> [Work item] Pull each line holding "names" out of the entries below.

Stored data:
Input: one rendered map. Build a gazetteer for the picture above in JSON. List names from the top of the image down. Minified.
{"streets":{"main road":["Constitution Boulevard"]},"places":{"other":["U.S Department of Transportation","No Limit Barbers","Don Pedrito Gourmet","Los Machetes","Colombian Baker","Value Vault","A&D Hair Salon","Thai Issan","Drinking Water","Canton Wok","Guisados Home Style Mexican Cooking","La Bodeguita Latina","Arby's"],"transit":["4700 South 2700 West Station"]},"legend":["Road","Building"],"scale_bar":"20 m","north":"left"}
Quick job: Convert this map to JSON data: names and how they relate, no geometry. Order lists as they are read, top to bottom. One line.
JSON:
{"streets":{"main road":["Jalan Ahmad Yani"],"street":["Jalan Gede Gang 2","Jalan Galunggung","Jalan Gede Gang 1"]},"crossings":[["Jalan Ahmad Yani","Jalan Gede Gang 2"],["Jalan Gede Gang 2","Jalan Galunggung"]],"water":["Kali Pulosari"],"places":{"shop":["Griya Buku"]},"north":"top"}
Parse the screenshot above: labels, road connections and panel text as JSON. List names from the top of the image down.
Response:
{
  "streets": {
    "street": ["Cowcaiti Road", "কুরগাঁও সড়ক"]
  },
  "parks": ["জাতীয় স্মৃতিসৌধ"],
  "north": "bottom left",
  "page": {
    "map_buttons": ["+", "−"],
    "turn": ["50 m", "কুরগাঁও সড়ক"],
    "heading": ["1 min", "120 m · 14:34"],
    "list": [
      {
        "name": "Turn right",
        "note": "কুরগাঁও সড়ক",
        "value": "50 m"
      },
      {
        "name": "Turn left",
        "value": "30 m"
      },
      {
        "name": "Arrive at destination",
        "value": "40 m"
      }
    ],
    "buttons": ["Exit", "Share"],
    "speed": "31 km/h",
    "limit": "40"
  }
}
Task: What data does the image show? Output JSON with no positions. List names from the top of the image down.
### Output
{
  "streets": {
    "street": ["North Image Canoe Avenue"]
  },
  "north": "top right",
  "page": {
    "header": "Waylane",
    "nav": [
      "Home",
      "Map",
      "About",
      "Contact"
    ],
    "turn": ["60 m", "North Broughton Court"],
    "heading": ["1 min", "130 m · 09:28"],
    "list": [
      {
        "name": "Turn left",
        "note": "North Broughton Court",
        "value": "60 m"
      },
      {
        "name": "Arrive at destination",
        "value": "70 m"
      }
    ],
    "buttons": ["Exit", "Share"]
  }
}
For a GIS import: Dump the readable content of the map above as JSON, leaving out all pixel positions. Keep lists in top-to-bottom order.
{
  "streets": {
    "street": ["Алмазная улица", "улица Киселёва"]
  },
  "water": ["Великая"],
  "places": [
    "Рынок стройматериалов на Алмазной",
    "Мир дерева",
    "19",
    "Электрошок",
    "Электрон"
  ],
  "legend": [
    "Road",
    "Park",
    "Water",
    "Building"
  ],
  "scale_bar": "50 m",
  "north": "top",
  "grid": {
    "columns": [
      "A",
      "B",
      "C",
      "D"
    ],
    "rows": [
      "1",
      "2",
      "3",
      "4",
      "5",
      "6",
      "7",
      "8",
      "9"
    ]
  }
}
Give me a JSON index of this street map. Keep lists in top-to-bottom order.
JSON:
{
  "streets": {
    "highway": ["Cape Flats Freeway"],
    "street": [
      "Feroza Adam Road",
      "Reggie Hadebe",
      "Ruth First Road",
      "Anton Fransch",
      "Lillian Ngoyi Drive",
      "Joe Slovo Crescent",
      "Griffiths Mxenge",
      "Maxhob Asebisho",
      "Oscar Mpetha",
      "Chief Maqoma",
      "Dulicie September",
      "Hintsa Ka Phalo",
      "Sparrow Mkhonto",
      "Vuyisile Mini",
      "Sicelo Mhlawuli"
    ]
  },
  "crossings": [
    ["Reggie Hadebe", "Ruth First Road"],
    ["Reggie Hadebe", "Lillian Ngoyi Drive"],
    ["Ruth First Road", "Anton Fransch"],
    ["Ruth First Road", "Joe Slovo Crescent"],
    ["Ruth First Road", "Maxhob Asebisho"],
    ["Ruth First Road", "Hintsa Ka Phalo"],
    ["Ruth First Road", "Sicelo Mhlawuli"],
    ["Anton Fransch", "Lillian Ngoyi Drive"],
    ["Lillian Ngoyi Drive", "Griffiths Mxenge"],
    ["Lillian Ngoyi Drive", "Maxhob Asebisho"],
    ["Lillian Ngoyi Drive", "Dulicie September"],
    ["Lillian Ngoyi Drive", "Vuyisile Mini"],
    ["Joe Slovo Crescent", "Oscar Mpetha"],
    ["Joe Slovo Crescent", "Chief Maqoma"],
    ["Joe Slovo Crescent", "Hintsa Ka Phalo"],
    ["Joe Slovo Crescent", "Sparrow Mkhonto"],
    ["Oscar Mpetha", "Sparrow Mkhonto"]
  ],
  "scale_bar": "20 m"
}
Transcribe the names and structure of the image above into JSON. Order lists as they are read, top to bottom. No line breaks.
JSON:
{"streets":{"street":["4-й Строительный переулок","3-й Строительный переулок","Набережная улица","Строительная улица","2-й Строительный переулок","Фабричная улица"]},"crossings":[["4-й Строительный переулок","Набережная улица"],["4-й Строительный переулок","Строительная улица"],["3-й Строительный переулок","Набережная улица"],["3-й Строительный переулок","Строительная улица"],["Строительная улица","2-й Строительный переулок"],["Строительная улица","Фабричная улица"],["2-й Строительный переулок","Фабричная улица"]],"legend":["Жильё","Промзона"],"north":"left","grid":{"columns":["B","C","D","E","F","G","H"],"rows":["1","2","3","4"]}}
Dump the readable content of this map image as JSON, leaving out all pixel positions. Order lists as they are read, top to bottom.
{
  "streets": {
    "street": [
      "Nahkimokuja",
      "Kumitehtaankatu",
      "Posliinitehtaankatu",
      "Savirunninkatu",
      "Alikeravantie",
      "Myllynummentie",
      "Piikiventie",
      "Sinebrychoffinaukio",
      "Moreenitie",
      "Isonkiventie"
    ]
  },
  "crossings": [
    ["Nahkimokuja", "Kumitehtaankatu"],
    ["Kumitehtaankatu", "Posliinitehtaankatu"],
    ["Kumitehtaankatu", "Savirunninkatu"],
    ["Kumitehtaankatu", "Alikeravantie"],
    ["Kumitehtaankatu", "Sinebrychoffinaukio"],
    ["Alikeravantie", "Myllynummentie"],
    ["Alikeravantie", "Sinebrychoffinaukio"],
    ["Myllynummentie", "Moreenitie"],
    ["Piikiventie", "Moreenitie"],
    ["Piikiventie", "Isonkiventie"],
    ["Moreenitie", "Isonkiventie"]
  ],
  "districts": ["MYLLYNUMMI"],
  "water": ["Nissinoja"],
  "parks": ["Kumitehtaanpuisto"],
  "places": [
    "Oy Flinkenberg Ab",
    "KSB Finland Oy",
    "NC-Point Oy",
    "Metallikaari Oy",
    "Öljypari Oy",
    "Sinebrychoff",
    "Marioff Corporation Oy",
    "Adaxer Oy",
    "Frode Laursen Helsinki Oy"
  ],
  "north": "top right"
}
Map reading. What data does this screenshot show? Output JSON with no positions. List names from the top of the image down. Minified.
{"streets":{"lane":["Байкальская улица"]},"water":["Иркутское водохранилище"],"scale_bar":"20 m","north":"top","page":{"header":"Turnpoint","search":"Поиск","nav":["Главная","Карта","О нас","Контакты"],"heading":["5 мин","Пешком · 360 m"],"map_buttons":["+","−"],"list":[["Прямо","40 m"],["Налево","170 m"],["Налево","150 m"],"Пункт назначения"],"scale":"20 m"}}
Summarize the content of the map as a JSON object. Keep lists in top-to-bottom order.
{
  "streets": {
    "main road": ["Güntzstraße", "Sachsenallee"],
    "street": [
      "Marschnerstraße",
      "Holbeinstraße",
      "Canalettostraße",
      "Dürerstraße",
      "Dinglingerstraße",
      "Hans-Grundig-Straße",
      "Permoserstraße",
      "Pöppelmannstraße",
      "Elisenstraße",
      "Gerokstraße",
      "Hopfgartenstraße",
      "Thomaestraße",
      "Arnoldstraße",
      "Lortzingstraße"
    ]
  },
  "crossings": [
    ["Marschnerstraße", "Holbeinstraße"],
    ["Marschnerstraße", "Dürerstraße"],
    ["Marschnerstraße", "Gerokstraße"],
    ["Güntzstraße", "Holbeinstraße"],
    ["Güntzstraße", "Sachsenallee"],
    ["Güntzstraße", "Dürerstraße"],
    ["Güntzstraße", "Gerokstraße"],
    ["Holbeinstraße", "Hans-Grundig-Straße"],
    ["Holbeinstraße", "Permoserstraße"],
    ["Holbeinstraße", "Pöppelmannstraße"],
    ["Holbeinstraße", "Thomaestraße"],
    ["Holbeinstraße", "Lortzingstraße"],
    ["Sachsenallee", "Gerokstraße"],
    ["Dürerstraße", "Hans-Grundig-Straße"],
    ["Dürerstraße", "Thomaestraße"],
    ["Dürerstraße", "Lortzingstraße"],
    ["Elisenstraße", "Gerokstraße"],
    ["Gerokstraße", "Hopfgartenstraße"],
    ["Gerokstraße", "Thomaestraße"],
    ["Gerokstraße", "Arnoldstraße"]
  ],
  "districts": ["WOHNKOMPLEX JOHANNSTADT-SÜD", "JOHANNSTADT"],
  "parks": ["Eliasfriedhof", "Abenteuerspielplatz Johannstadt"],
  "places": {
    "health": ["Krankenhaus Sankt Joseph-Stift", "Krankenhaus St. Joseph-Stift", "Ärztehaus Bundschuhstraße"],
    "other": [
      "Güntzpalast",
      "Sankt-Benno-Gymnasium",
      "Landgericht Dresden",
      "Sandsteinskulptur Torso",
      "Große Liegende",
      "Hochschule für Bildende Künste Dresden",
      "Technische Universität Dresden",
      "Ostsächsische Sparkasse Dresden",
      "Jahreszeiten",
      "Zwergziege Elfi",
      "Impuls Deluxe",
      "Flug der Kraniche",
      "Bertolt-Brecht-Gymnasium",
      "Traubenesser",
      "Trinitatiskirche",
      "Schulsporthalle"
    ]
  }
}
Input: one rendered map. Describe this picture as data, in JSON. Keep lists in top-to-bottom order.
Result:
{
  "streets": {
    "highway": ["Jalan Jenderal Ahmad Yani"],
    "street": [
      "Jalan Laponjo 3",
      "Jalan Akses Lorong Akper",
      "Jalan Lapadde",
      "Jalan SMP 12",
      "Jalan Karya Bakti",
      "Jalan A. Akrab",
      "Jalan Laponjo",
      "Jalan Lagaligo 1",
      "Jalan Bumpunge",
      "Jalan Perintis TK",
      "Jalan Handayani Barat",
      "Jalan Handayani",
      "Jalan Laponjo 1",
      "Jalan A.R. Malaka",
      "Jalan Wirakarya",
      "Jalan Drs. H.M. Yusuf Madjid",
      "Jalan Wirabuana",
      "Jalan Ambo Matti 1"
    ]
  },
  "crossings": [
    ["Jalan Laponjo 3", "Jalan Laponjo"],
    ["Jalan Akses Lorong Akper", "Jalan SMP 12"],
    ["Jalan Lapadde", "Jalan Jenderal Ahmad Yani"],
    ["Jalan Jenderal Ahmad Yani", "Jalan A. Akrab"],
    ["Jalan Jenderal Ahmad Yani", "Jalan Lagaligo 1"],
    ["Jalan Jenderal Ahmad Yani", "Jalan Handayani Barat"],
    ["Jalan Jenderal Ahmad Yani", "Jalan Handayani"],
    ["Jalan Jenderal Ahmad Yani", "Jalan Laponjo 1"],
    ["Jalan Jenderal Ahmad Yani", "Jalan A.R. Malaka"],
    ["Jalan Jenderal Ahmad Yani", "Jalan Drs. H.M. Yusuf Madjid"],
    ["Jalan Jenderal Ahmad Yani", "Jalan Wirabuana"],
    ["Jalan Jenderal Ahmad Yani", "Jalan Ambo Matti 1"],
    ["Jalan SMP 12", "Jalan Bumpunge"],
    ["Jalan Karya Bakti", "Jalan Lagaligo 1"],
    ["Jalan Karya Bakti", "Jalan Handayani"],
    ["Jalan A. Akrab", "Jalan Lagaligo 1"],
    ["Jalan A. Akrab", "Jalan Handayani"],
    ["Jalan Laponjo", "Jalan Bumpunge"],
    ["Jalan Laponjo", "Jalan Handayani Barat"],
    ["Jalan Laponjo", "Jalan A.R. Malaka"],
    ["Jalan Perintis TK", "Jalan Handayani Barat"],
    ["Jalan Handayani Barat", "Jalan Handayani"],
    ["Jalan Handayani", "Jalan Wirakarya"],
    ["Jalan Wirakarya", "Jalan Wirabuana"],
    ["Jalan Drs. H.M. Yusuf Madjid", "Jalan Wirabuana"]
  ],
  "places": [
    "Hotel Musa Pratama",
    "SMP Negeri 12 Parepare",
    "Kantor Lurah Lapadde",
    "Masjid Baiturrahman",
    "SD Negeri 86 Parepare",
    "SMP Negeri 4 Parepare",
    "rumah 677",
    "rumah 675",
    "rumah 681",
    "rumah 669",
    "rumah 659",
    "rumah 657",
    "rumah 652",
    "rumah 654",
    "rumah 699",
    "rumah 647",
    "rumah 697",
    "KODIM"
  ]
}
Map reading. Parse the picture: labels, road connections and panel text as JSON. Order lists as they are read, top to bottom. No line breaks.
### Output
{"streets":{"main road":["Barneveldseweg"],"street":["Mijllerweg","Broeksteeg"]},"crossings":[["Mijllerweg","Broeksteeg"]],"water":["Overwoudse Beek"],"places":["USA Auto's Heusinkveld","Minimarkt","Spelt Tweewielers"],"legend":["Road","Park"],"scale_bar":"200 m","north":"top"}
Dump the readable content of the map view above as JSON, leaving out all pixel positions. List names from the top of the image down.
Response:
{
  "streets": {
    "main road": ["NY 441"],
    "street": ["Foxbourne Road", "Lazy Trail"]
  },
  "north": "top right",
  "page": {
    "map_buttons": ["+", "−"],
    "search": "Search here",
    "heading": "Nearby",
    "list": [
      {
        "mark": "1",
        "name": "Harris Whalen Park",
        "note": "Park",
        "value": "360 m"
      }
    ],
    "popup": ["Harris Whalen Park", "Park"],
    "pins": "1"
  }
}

> [Problem solution]
Input: one rendered map. Build a gazetteer for the picture above in JSON. List names from the top of the image down. Minified.
Quick job: Convert this map to JSON data: names and how they relate, no geometry. Order lists as they are read, top to bottom. One line.
Parse the screenshot above: labels, road connections and panel text as JSON. List names from the top of the image down.
Task: What data does the image show? Output JSON with no positions. List names from the top of the image down.
Transcribe the names and structure of the image above into JSON. Order lists as they are read, top to bottom. No line breaks.
Map reading. What data does this screenshot show? Output JSON with no positions. List names from the top of the image down. Minified.
Dump the readable content of the map view above as JSON, leaving out all pixel positions. List names from the top of the image down.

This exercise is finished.